Step two, know what the heck I’m writing about. Otherwise, my noob-ness will show in my writing, and that’s not gonna help me gain the trust of my target audience. I just have to understand the topic well enough to be able to write convincingly. Some shortcuts:
- Don’t be afraid to ask. Before writing, clarify anything I don’t understand with the client or the account manager/project manager, even if my questions are stupid questions. Better to look stupid before I do the task, than to write something based on mistaken assumptions and get flak for “missing the mark”.
- Ask the Big “G”. No, not God. Google. I can’t depend solely on the brief or instructions I get. Sometimes, I need to understand the context of the subject, or the people I write for, so I need to research online.
- Know how to speak my target audience’s lingo.

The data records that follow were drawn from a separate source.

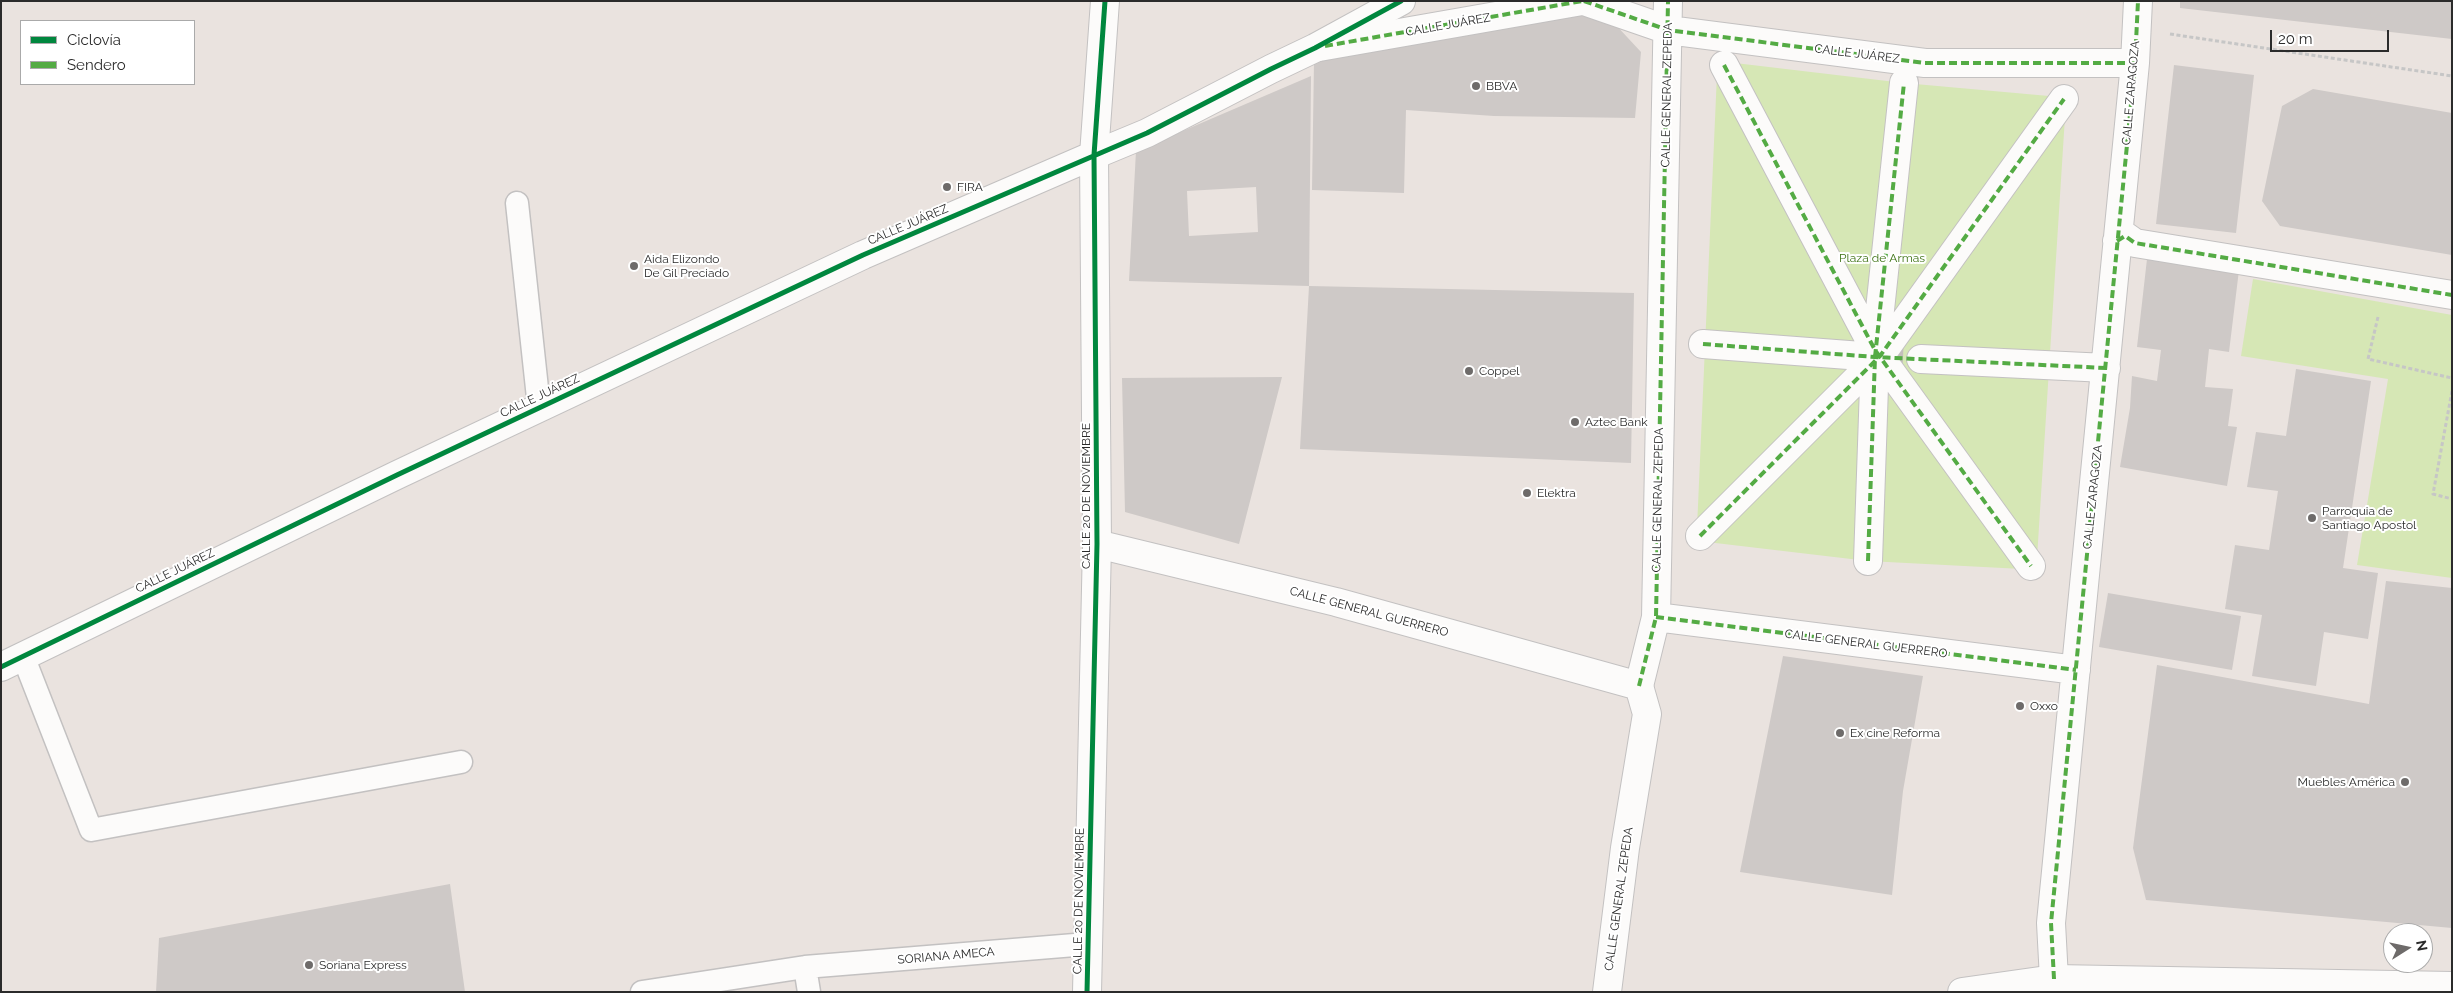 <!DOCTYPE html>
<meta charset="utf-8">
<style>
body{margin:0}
#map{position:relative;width:2453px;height:993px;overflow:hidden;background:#eae3df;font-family:Raleway,sans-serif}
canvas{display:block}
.frame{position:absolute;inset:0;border:2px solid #2b2b2b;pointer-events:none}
.legend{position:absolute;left:20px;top:20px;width:175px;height:65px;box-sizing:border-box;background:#fff;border:1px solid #aaa;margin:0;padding:6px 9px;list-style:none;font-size:15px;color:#2b2b2b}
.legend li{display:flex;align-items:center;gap:10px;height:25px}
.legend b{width:25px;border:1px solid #aaa}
.north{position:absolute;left:2383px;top:923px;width:50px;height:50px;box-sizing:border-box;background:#fff;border:1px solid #aaa;border-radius:50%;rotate:80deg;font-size:14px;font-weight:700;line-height:20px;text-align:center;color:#2b2b2b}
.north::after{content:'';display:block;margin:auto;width:18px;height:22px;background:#6e6b6a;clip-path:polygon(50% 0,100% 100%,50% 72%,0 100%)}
.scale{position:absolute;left:2270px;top:30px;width:119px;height:22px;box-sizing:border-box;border:2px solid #2b2b2b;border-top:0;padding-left:6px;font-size:15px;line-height:18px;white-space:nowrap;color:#2b2b2b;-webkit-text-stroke:4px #fff;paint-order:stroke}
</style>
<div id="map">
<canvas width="2453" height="993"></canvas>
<div class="frame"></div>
<ul class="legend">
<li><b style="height:6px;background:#00873e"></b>Ciclovía</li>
<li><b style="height:6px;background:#54ab44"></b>Sendero</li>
</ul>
<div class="north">N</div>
<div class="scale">20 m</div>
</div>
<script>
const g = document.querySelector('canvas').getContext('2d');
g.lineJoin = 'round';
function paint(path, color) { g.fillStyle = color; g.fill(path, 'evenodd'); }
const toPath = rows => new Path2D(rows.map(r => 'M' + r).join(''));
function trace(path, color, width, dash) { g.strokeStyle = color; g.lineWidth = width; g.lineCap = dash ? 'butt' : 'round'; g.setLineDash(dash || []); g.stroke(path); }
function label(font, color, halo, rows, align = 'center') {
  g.font = font + ' Raleway,sans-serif'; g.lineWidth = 4; g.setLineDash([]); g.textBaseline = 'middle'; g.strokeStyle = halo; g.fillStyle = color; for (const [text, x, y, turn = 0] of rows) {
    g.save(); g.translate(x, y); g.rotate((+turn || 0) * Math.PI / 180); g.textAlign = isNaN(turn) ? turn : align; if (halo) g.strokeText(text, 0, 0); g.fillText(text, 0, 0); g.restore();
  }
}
const green = toPath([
 [1735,63,1904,83,2060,97,2066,101,2037,558,2022,569,1868,561,1707,542,1697,528,1717,74],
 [2253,279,2452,315,2452,578,2357,565,2388,379,2241,356]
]);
const building = toPath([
 [2180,1,2452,1,2452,39,2180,8],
 [1601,9,1641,52,1635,118,1494,116,1406,110,1404,193,1312,190,1314,62],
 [2174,65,2254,75,2236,233,2156,224],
 [1311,76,1309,286,1634,293,1631,463,1300,449,1309,286,1129,281,1136,151],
 [1256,187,1258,232,1189,236,1187,191],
 [2313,89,2452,113,2452,255,2280,226,2262,201,2282,106],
 [2147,259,2239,270,2229,352,2209,349,2205,387,2233,389,2228,426,2237,427,2227,486,2120,467,2130,408,2132,376,2157,381,2161,350,2137,347],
 [2296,369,2371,381,2343,568,2378,573,2368,639,2324,632,2316,686,2252,676,2262,615,2225,609,2235,545,2269,550,2278,491,2247,487,2256,432,2286,436],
 [1282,377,1239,544,1125,512,1122,378],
 [2386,581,2452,588,2452,928,2146,900,2133,848,2157,665,2369,704],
 [2108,593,2241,616,2232,670,2099,647],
 [1783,656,1923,676,1903,791,1892,895,1740,872],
 [450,884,465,992,156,992,159,938]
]);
const pedestrianTunnel = toPath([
 [1875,357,1921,359]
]);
const path = toPath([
 [2170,34,2452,76],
 [2378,317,2368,359,2452,378],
 [2452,391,2433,494,2452,499]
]);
const service = toPath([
 [517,203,539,407],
 [23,656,91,830,461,762],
 [805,967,809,992],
 [642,992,805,967,1087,944]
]);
const pedestrian = toPath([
 [1584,1,1668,30,1925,63,2135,63],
 [1319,47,1582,1],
 [1724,65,1875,350,2031,566],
 [2117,241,2125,236,2135,243,2452,295],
 [1703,344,1875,357],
 [1921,359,2106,368],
 [1700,536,1880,356,2064,99],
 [1868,561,1875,357,1904,83],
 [1656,617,2076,670],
 [1639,686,1656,617,1668,1],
 [2054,979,2051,923,2135,63,2138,1]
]);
const minor = toPath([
 [1094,155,1147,133,1271,69,1315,48,1401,1],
 [1097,544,1336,602,1639,686,1647,714,1625,848,1607,992],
 [1962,992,2054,979,2452,986]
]);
const tertiary = toPath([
 [1,667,397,475,863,255,1094,155],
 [1087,992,1097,544,1094,155,1105,1]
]);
const quiet = toPath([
 [1584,1,1668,30,1925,63,2135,63],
 [1325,46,1582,1],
 [1724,65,1875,350,2031,566],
 [2117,241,2125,236,2135,243,2452,295],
 [1703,344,1875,357,2106,368],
 [1700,536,1880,356,2064,99],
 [1868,561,1875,357,1904,83],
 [1656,617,2076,670],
 [1639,686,1656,617,1668,1],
 [2054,979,2051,923,2135,63,2138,1]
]);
const cycleway = toPath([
 [1,667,397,475,863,255,1147,133,1271,69,1315,48,1401,1],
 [1087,992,1097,544,1094,155,1105,1]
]);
const markers = [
 [1476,86,5,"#6e6b6a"],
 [947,187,5,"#6e6b6a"],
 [634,266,5,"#6e6b6a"],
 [1469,371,5,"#6e6b6a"],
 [1575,422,5,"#6e6b6a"],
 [1527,493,5,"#6e6b6a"],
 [2312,518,5,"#6e6b6a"],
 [2020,706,5,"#6e6b6a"],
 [1840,733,5,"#6e6b6a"],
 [2405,782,5,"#6e6b6a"],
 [309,965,5,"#6e6b6a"]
];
const streetNames = [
 ["CALLE JUÁREZ",1448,25,-10],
 ["CALLE JUÁREZ",1857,54,7],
 ["CALLE ZARAGOZA",2131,93,-85],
 ["CALLE GENERAL ZEPEDA",1667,95,-89],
 ["CALLE JUÁREZ",908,225,-23],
 ["CALLE JUÁREZ",540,396,-25],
 ["CALLE 20 DE NOVIEMBRE",1086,496,-90],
 ["CALLE ZARAGOZA",2093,497,-84],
 ["CALLE GENERAL ZEPEDA",1658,500,-89],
 ["CALLE JUÁREZ",175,571,-26],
 ["CALLE GENERAL GUERRERO",1369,612,15],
 ["CALLE GENERAL GUERRERO",1866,644,7],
 ["CALLE GENERAL ZEPEDA",1619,899,-82],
 ["CALLE 20 DE NOVIEMBRE",1079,901,-89],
 ["SORIANA AMECA",946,956,-5]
];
const poiNames = [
 ["BBVA",1486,86],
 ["FIRA",957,187],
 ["Aida Elizondo",644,259],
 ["De Gil Preciado",644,273],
 ["Coppel",1479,371],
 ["Aztec Bank",1585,422],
 ["Elektra",1537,493],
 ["Parroquia de",2322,511],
 ["Santiago Apostol",2322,525],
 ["Oxxo",2030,706],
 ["Ex cine Reforma",1850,733],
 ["Muebles América",2395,782,"right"],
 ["Soriana Express",319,965]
];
const parkNames = [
 ["Plaza de Armas",1882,258]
];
paint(green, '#d6e7b5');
paint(building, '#cec9c7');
trace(pedestrianTunnel, '#c4bebb', 28, [28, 14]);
trace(service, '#c3c1c1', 25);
trace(pedestrian, '#c3c1c1', 30);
trace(minor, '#c3c1c1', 30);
trace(tertiary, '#c3c1c1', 30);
trace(path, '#c6c6c6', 3, [4, 2.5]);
trace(service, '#fcfbfa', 22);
trace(pedestrian, '#fcfbfa', 28);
trace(minor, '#fcfbfa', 28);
trace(tertiary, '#fcfbfa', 28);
trace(quiet, '#54ab44', 4, [8, 4]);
trace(cycleway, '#00873e', 5);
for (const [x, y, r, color] of markers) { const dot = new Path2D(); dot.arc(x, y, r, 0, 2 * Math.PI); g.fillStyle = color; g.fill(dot); trace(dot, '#fff', 2); }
label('12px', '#2b2b2b', '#fff', streetNames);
label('12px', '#2b2b2b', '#fff', poiNames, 'left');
label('12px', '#3c7112', '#fff', parkNames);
</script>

If I have to use industry jargon in my copy, I make sure I use them correctly. For example, when I wrote copy for the decorative laminates producer, I read various interior design publications in order to learn how they describe room decor with terms like “accent” and “art deco”. For tech topics, I like Tech Target’s very comprehensive glossary. For finance topics, Investopedia is a great reference.
Lastly, I never skip edits. Figuring out a challenging topic can use up a lot of brain energy, so when I’m done, I take a break and then edit my work. Or I ask my colleagues to give my work a quick sanity check if they are free. When I get too deep into something, I might develop blind spots, so a fresh pair of eyes is helpful.
I admit I still feel nervous every time I get a challenging topic to write about. But y’know what, it can be fun too. Fashion, travel, food, pop culture, etc. are interesting but too many people write about these so it’s hard to get noticed. On the other hand, not many people can write about something as niche as application performance management solutions in an engaging way.
Whatever topic I encounter, there’s always a story to be told, so it’s up to me to dig deep enough to find it, and then help make the story come alive.